→ DATA TO USE:
━━━━━━━━━━━━━━━━━━━━

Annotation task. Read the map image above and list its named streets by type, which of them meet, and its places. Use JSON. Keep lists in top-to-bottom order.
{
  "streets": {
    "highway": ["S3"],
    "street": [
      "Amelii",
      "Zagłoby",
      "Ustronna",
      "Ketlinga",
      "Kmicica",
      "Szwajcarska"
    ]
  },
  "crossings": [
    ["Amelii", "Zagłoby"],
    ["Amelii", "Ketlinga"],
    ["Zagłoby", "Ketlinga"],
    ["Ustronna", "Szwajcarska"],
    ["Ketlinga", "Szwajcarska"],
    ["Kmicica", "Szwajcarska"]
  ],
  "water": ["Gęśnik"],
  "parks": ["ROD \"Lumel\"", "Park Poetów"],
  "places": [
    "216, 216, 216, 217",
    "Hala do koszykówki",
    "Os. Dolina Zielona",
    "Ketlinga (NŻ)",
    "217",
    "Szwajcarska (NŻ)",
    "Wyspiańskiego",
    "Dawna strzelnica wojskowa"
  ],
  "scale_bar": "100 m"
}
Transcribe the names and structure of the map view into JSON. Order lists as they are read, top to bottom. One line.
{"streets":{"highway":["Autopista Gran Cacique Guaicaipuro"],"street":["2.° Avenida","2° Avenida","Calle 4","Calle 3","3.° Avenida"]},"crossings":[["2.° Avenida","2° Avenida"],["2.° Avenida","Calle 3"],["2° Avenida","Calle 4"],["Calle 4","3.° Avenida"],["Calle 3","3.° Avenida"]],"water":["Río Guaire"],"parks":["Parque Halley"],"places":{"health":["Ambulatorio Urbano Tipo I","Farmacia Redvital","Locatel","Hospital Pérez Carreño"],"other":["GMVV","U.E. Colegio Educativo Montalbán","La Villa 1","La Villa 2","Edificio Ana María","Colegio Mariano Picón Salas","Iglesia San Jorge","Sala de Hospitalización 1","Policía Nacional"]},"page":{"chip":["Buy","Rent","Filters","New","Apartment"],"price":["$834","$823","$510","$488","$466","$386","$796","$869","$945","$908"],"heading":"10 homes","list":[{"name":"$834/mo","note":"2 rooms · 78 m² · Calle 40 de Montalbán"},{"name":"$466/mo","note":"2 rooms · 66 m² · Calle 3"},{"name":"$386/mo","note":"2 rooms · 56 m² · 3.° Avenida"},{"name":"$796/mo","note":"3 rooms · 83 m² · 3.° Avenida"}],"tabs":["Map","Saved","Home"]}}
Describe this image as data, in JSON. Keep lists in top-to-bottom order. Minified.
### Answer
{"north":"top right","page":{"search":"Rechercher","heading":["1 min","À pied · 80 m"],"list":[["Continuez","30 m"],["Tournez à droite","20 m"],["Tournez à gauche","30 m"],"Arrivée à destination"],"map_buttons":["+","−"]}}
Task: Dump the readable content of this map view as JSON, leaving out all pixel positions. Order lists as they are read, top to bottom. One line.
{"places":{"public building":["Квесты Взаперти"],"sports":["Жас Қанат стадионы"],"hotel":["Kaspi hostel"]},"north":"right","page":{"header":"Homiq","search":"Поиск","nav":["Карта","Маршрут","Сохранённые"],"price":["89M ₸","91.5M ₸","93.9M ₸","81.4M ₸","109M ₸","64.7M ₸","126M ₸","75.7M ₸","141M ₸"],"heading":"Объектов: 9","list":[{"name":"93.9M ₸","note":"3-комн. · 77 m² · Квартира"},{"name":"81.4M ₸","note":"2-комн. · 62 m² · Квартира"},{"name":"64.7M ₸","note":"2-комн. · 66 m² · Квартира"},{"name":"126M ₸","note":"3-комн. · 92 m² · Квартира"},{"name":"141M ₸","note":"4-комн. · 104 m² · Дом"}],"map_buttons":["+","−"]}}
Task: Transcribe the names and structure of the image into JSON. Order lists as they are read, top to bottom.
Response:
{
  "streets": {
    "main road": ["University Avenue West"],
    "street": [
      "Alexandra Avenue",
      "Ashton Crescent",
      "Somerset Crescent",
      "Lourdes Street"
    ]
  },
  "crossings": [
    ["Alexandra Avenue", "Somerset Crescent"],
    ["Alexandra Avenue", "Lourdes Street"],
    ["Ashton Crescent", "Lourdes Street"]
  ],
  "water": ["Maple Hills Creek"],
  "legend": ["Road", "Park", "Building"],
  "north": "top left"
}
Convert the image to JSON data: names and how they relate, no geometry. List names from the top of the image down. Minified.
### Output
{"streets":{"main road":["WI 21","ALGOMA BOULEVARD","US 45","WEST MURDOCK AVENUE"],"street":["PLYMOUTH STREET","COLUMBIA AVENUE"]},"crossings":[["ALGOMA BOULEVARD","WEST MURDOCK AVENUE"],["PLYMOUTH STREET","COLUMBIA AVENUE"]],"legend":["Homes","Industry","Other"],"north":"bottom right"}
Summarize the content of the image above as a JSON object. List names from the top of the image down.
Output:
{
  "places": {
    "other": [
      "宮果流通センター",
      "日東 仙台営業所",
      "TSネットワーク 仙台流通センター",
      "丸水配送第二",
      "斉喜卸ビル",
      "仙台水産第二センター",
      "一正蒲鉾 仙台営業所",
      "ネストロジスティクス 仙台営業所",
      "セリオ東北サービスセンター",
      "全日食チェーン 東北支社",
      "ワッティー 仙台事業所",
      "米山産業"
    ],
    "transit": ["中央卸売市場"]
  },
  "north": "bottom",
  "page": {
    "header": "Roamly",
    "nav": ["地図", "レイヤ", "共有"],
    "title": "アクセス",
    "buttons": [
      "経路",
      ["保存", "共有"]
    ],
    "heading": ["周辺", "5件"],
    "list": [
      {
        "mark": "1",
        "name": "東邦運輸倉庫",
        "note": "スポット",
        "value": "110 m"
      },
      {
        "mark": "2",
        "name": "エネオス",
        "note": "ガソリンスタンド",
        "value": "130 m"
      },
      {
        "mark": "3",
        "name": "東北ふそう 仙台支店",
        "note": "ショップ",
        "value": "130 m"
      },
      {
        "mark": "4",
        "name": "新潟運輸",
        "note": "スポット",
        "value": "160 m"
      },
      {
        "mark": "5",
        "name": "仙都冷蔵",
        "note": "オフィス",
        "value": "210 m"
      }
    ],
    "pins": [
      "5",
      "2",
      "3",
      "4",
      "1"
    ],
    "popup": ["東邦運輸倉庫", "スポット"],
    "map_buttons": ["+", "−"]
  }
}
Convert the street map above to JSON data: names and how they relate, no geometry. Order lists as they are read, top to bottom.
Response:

━━━━━━━━━━━━━━━━━━━━

Report, with no additional words, how many lines in the records above contain the word "geometry".

2